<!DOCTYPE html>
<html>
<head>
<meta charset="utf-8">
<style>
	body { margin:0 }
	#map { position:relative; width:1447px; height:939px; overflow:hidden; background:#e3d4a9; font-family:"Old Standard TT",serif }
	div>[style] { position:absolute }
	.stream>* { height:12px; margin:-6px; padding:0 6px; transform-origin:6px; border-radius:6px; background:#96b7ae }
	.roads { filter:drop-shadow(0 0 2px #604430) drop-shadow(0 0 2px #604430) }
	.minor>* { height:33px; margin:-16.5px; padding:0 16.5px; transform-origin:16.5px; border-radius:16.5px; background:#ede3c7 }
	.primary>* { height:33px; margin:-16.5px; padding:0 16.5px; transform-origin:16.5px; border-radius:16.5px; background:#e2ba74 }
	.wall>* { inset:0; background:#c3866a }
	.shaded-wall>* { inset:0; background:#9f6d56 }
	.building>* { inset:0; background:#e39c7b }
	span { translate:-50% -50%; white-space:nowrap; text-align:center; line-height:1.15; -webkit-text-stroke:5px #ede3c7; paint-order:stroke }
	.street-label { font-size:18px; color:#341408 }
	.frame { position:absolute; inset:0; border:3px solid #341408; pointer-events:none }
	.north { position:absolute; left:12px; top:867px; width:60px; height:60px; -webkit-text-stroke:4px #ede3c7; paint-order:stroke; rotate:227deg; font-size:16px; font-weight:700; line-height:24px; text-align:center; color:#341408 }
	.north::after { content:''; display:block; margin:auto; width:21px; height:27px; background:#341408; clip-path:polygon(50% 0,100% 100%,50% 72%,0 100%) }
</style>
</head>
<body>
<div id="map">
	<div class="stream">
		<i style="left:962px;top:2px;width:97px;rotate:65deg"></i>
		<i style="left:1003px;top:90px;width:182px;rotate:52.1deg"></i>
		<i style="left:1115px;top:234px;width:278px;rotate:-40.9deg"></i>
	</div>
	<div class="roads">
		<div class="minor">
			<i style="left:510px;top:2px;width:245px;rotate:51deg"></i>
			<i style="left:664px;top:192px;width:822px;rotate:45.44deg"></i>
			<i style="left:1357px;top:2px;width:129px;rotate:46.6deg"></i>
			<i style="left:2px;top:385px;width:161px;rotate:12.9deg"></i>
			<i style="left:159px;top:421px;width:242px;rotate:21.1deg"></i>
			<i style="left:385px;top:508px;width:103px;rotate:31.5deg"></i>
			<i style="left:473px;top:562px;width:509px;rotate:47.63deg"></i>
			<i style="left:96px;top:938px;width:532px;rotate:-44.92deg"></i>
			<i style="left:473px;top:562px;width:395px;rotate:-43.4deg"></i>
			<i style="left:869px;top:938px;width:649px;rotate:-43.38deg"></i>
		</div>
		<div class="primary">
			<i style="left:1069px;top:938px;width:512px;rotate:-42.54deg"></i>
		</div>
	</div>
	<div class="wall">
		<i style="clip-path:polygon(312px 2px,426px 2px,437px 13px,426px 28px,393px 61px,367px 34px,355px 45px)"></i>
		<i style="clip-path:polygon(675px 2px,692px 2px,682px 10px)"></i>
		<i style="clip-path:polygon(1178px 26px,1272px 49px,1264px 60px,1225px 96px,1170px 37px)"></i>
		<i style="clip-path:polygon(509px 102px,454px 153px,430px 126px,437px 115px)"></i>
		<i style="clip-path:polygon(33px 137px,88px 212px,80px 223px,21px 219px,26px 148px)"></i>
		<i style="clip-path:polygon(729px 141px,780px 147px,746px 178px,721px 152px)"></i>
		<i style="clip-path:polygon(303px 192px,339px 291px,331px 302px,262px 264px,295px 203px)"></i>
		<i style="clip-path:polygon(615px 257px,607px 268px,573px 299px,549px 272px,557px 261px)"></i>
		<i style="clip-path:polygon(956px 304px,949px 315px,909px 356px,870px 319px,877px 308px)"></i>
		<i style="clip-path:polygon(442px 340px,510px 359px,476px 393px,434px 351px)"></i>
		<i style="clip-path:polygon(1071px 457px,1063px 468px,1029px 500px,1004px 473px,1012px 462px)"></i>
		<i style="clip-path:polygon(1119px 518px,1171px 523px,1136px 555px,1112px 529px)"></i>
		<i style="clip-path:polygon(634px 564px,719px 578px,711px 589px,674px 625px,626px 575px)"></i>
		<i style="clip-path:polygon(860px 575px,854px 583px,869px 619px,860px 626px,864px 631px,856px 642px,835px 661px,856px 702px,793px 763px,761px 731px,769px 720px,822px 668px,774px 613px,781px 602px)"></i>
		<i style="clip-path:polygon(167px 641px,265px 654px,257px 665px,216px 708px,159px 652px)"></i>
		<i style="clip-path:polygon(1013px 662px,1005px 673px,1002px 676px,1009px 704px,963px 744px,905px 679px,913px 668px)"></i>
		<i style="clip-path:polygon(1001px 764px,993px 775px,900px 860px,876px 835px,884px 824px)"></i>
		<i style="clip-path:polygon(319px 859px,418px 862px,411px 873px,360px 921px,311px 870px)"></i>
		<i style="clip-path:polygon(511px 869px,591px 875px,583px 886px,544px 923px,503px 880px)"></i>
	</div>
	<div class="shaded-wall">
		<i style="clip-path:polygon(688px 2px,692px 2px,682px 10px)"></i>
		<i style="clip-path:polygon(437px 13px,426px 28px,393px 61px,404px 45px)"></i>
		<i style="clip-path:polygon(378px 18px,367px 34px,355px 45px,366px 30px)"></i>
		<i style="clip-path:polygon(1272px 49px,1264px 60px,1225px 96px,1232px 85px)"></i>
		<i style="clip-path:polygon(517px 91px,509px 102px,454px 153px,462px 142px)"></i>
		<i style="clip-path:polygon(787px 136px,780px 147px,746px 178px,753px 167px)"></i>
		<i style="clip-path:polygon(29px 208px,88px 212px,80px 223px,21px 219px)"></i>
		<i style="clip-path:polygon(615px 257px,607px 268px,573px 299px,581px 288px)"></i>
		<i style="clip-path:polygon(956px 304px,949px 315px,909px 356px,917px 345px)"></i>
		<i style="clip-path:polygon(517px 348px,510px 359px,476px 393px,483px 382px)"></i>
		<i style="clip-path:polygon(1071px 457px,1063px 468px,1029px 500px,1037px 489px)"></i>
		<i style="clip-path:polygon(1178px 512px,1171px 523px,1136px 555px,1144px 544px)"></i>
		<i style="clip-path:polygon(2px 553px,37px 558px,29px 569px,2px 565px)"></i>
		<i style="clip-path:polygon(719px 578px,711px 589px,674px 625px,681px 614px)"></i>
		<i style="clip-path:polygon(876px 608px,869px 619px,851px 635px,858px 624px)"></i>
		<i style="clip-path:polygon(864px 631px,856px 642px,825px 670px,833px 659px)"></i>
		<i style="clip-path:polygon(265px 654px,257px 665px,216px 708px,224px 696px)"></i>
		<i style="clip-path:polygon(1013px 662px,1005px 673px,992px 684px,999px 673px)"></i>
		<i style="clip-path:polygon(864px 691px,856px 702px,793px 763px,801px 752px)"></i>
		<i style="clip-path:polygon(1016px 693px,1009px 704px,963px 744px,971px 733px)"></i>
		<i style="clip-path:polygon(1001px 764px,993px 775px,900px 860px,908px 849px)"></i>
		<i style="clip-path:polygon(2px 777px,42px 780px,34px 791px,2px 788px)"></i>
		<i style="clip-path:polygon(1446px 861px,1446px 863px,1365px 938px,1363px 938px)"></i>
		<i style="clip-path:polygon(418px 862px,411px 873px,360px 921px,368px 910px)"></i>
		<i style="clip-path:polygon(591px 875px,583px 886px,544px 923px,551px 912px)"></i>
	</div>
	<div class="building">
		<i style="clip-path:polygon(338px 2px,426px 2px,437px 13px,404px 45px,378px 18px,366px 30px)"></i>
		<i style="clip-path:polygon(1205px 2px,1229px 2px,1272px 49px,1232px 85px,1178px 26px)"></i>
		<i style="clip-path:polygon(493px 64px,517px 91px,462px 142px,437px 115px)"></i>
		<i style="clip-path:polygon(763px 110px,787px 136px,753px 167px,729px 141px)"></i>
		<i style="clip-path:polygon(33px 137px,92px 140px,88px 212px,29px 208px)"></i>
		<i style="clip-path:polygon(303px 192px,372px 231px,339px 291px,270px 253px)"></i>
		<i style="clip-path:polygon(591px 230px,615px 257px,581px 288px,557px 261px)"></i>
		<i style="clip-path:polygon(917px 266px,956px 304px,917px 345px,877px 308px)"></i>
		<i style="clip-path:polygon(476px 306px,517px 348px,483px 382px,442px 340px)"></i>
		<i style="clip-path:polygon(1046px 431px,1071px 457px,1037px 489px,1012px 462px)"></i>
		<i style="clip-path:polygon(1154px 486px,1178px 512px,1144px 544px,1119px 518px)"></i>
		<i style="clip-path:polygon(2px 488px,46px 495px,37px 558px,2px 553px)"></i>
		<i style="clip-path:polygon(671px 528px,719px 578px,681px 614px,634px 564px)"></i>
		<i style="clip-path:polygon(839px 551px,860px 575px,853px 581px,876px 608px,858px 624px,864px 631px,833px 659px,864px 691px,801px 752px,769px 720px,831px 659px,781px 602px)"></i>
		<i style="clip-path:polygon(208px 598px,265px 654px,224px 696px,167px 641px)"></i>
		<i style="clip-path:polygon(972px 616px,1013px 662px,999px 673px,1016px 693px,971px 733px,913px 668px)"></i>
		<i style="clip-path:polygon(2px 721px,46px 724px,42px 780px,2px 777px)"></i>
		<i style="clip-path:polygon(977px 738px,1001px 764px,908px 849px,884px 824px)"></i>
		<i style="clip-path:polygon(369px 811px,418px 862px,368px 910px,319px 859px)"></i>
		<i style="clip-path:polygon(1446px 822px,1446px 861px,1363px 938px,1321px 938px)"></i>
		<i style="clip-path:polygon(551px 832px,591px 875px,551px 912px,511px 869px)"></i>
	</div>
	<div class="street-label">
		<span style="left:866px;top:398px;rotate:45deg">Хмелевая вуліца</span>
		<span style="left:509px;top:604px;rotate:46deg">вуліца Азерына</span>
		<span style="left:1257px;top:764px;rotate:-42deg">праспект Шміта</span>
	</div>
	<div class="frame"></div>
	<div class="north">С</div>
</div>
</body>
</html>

═══

[Task goal]: Give back the records word for word. Start at the first line, end at the line containing "position:absolute; left:12px; top:867px;", and include both.

[Your solution]:
<!DOCTYPE html>
<html>
<head>
<meta charset="utf-8">
<style>
	body { margin:0 }
	#map { position:relative; width:1447px; height:939px; overflow:hidden; background:#e3d4a9; font-family:"Old Standard TT",serif }
	div>[style] { position:absolute }
	.stream>* { height:12px; margin:-6px; padding:0 6px; transform-origin:6px; border-radius:6px; background:#96b7ae }
	.roads { filter:drop-shadow(0 0 2px #604430) drop-shadow(0 0 2px #604430) }
	.minor>* { height:33px; margin:-16.5px; padding:0 16.5px; transform-origin:16.5px; border-radius:16.5px; background:#ede3c7 }
	.primary>* { height:33px; margin:-16.5px; padding:0 16.5px; transform-origin:16.5px; border-radius:16.5px; background:#e2ba74 }
	.wall>* { inset:0; background:#c3866a }
	.shaded-wall>* { inset:0; background:#9f6d56 }
	.building>* { inset:0; background:#e39c7b }
	span { translate:-50% -50%; white-space:nowrap; text-align:center; line-height:1.15; -webkit-text-stroke:5px #ede3c7; paint-order:stroke }
	.street-label { font-size:18px; color:#341408 }
	.frame { position:absolute; inset:0; border:3px solid #341408; pointer-events:none }
	.north { position:absolute; left:12px; top:867px; width:60px; height:60px; -webkit-text-stroke:4px #ede3c7; paint-order:stroke; rotate:227deg; font-size:16px; font-weight:700; line-height:24px; text-align:center; color:#341408 }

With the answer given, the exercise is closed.